Comparison of DevOps and DataOps Processes

The simplicity of this process belies that DataOps can involve 18 or more distinct steps:

Define
Ingest
Storage

Analyze

Repair

Clean
Prepare

Augment

Explore
Compare
Predict
Prescribe

Model

Validate

Deploy

Refine
Observe
Destroy

Much of the additional complexity involved with DataOps is wrapped around two components:

Data Sandbox Management involves defining the data sources, tools, services, and vendors are to be used for a DataOps project. It’s similar to how developers set up their own isolated environments based upon project specifications for selecting software languages, libraries, tools, and services. But where developers tend to use a few dozen components, DataOps may need to synthesize hundreds of data sources using a wide variety of tools and services.

Data Orchestration is the automated process of bringing all of this data together from so many different sources and making it more useful so people can use it. This would be impossible without automation to address the challenges associated with the Voluminous V’s of Big Data (Volume, Velocity, Variety, et al).
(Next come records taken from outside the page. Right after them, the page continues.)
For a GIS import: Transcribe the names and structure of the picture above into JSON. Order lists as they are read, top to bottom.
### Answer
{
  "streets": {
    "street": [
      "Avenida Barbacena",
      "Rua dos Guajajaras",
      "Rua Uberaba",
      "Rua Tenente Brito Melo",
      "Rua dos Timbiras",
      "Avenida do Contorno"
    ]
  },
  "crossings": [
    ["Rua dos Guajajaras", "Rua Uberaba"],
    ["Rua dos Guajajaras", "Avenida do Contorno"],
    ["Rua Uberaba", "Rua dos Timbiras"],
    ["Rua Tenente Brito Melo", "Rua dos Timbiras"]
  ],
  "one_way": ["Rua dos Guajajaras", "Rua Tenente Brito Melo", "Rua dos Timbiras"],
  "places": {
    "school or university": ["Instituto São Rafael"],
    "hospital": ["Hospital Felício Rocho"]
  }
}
These sources often involve third-party APIs, but could also entail a variety of platforms, periodicals, and reports using a very wide range of electronic file formats. Not all DataOps projects are so verbose – but data collection efforts tend to expand over time.

Five Key Issues DataOps Seeks to Solve

Have you checked out Apple TV+’s Foundation? It’s based on a series of stories by science fiction writer, Isaac Asimov. In it, Hari Seldon, a mathematician and the developer of psychohistory uses algorithmic science to predict the collapse of the Galactic Empire.
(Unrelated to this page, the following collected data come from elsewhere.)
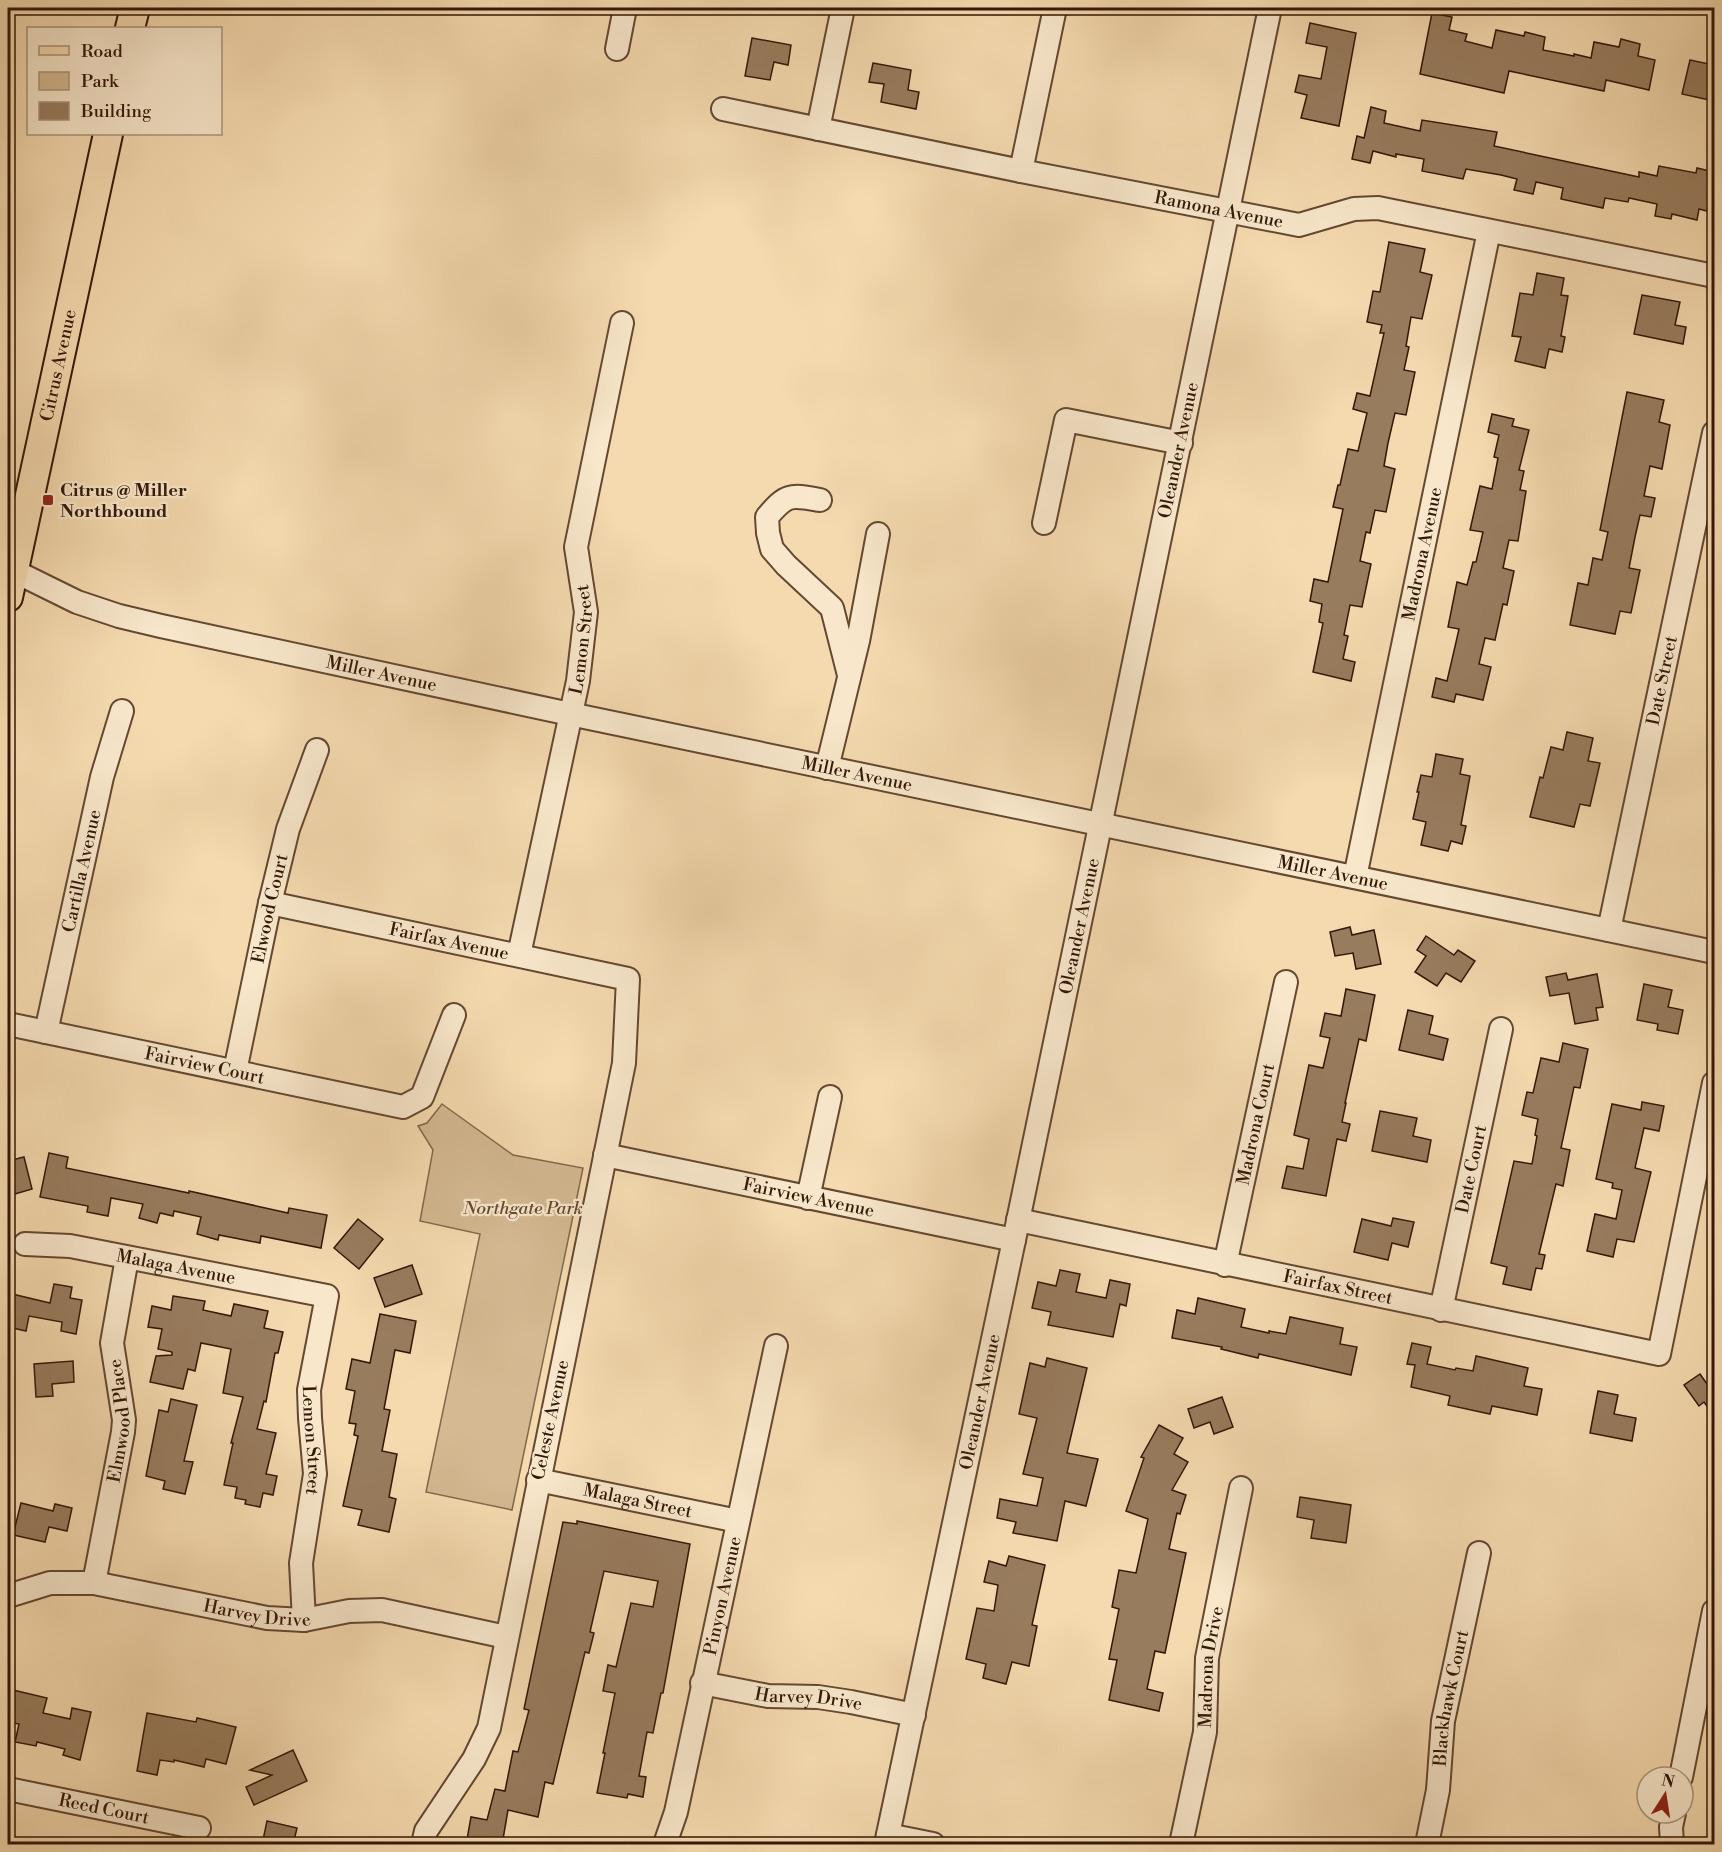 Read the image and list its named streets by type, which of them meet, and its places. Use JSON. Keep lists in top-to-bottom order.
{
  "streets": {
    "main road": ["Citrus Avenue"],
    "street": [
      "Ramona Avenue",
      "Oleander Avenue",
      "Madrona Avenue",
      "Lemon Street",
      "Miller Avenue",
      "Date Street",
      "Cartilla Avenue",
      "Elwood Court",
      "Fairfax Avenue",
      "Fairview Court",
      "Madrona Court",
      "Date Court",
      "Fairview Avenue",
      "Malaga Avenue",
      "Fairfax Street",
      "Celeste Avenue",
      "Elmwood Place",
      "Malaga Street",
      "Pinyon Avenue",
      "Harvey Drive",
      "Madrona Drive",
      "Blackhawk Court",
      "Reed Court"
    ]
  },
  "crossings": [
    ["Ramona Avenue", "Oleander Avenue"],
    ["Ramona Avenue", "Madrona Avenue"],
    ["Citrus Avenue", "Miller Avenue"],
    ["Oleander Avenue", "Miller Avenue"],
    ["Oleander Avenue", "Fairview Avenue"],
    ["Oleander Avenue", "Fairfax Street"],
    ["Oleander Avenue", "Harvey Drive"],
    ["Madrona Avenue", "Miller Avenue"],
    ["Lemon Street", "Miller Avenue"],
    ["Lemon Street", "Fairfax Avenue"],
    ["Lemon Street", "Malaga Avenue"],
    ["Lemon Street", "Harvey Drive"],
    ["Miller Avenue", "Date Street"],
    ["Cartilla Avenue", "Fairview Court"],
    ["Elwood Court", "Fairfax Avenue"],
    ["Elwood Court", "Fairview Court"],
    ["Fairfax Avenue", "Celeste Avenue"],
    ["Madrona Court", "Fairfax Street"],
    ["Date Court", "Fairfax Street"],
    ["Fairview Avenue", "Fairfax Street"],
    ["Fairview Avenue", "Celeste Avenue"],
    ["Malaga Avenue", "Elmwood Place"],
    ["Celeste Avenue", "Malaga Street"],
    ["Celeste Avenue", "Harvey Drive"],
    ["Elmwood Place", "Harvey Drive"],
    ["Malaga Street", "Pinyon Avenue"],
    ["Pinyon Avenue", "Harvey Drive"]
  ],
  "parks": ["Northgate Park"],
  "places": {
    "transit": ["Citrus @ Miller Northbound"]
  },
  "legend": ["Road", "Park", "Building"],
  "north": "top"
}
DataOps is even better than psychohistory, with sufficient data we can prevent the collapse of the Galactic Empire. Or. Well… Maybe we can use DataOps to prevent the Empire from forming in the first place.
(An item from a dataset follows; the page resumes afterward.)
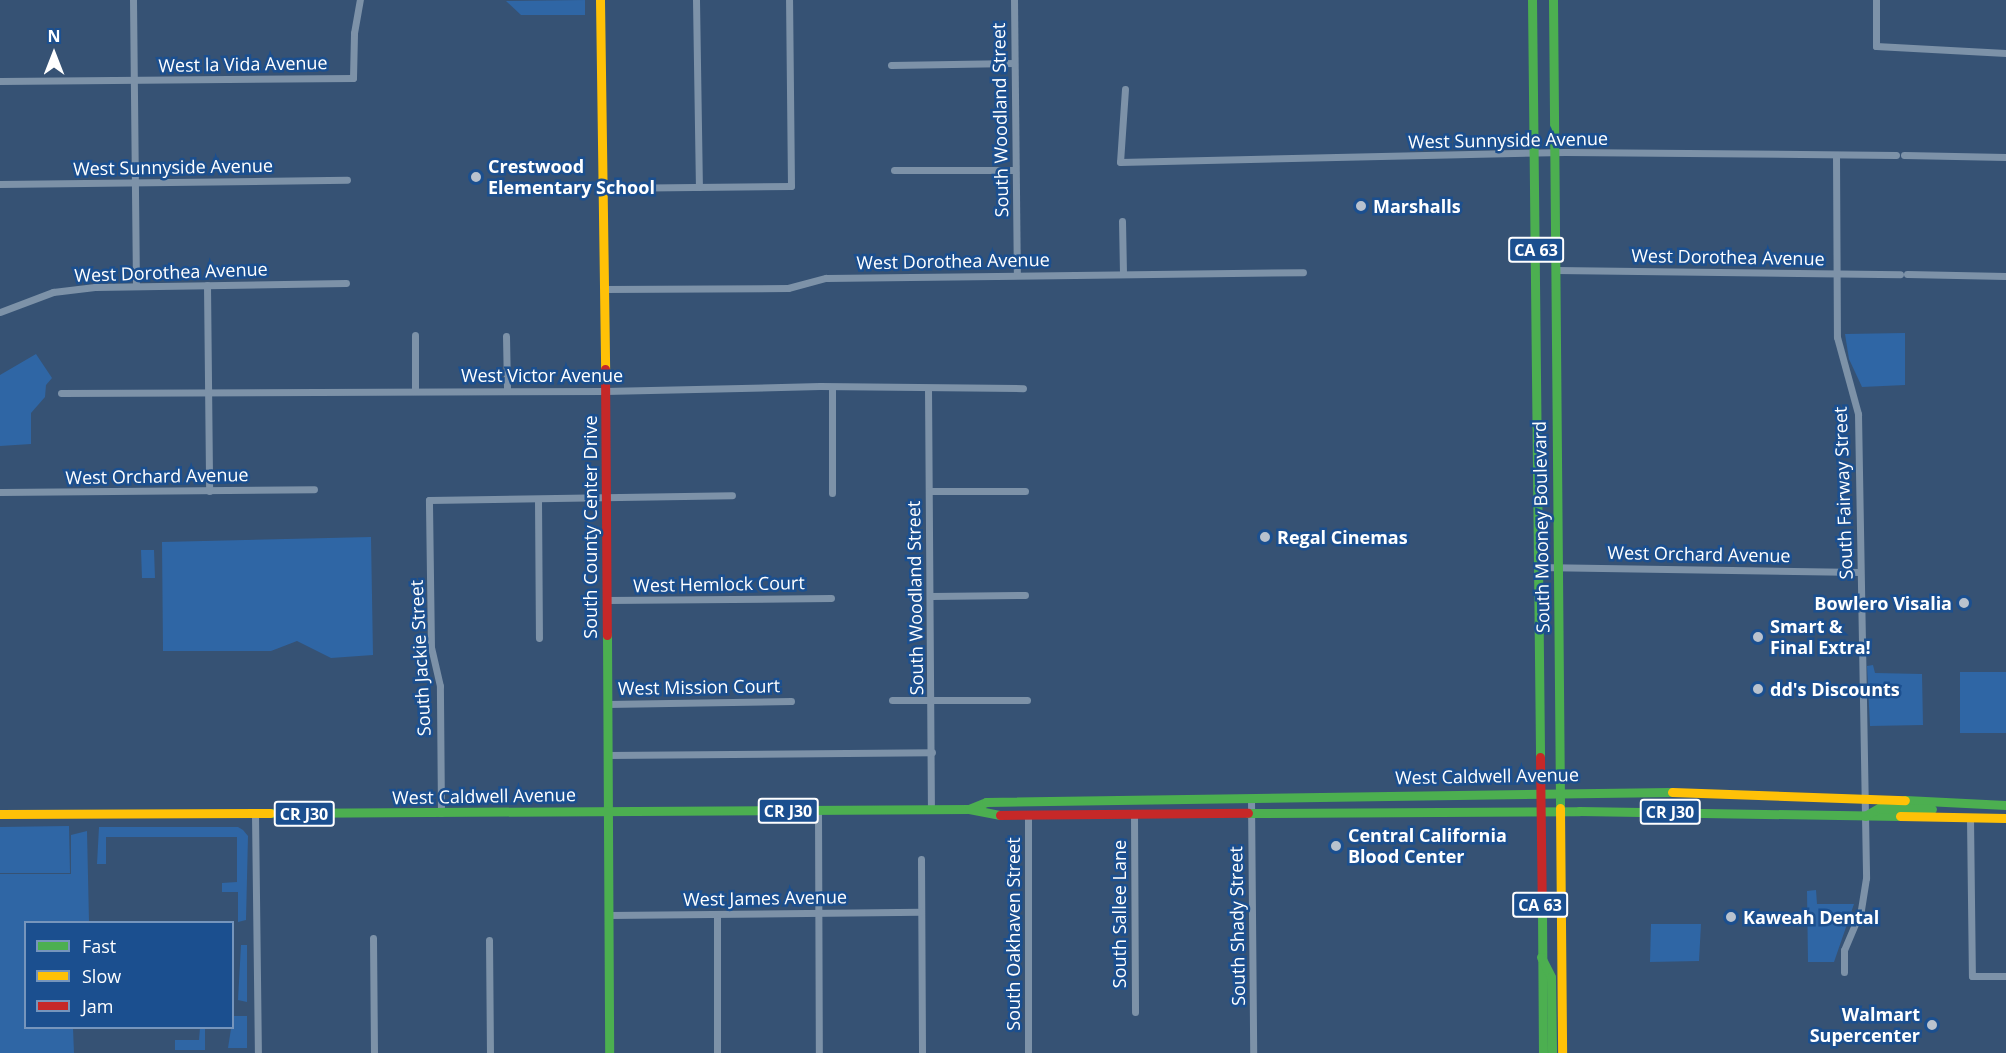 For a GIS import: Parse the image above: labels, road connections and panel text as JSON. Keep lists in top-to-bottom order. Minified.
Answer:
{"streets":{"main road":["CA 63","South County Center Drive","South Mooney Boulevard","West Caldwell Avenue","CR J30"],"street":["West la Vida Avenue","South Woodland Street","West Sunnyside Avenue","West Dorothea Avenue","West Victor Avenue","West Orchard Avenue","South Fairway Street","West Hemlock Court","South Jackie Street","West Mission Court","West James Avenue","South Sallee Lane","South Shady Street","South Oakhaven Street"]},"crossings":[["South Woodland Street","West Dorothea Avenue"],["South Woodland Street","West Victor Avenue"],["South Woodland Street","West Caldwell Avenue"],["West Sunnyside Avenue","South Fairway Street"],["West Sunnyside Avenue","South Mooney Boulevard"],["West Dorothea Avenue","South Fairway Street"],["West Dorothea Avenue","South County Center Drive"],["West Dorothea Avenue","South Mooney Boulevard"],["West Victor Avenue","South County Center Drive"],["West Orchard Avenue","South Fairway Street"],["West Orchard Avenue","South Mooney Boulevard"],["South Fairway Street","West Caldwell Avenue"],["South County Center Drive","West Hemlock Court"],["South County Center Drive","West Mission Court"],["South County Center Drive","West Caldwell Avenue"],["South County Center Drive","West James Avenue"],["South Mooney Boulevard","West Caldwell Avenue"],["South Jackie Street","West Caldwell Avenue"],["West Caldwell Avenue","South Sallee Lane"],["West Caldwell Avenue","South Shady Street"],["West Caldwell Avenue","South Oakhaven Street"]],"places":["Crestwood Elementary School","Marshalls","Regal Cinemas","Bowlero Visalia","Smart & Final Extra!","dd's Discounts","Central California Blood Center","Kaweah Dental","Walmart Supercenter"],"legend":["Fast","Slow","Jam"],"north":"top"}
In the meantime, DataOps can help us to mitigate and solve a lot of problems and generate insights we would never see with manual data exploration. That DataOps helps centralize data management to provide a single source of truth dispenses with huge amounts of time that everyone would otherwise spend searching for and validating a key piece of data.

  1. Real-Time Data Analytics – Using last year’s or quarter’s statistics to make decisions today about the future is a step up from guessing. What’s the impact if one of your lead developers changes jobs? You’ll see the impact on your team performance and sprint planning in the immediate days that follow and adjust future Sprint planning accordingly.

  2. Identify Valuable Data – With billions and billions of connected devices, we’re able to collect enormous amounts of data on everything from code churn to the photosynthetic radiation levels in soil or when someone orders a Pizza on their smartphone. But, what’s the relationship between these and millions of other data points? That’s where the value of data is found.

  3. Improved Data Quality – Like “fake news” – fake data or wrong data doesn’t help anyone, suffice that DataOps applies great effort to provide business users with accurate and complete data, augmenting it with “easy-to-understand” visual aids.

  4. Self-Service – DataOps also aims to make it easier for business users to create their own reports combining different sets of data without the need for creating dashboards for every case. Previously, it could take weeks for development teams to respond to user requests for different types of reports.

  5. Improve Team Collaboration and Focus -DataOps depends upon business users providing a continuous feedback loop to software developers and data specialists of all stripes to continuously improve data value. This increased interaction helps keep different teams focus and aligned on business objectives – instead of competing team metrics.

With the right data, DataOps can provide the insights needed to help solve any problem or find value in the relationship between different data points.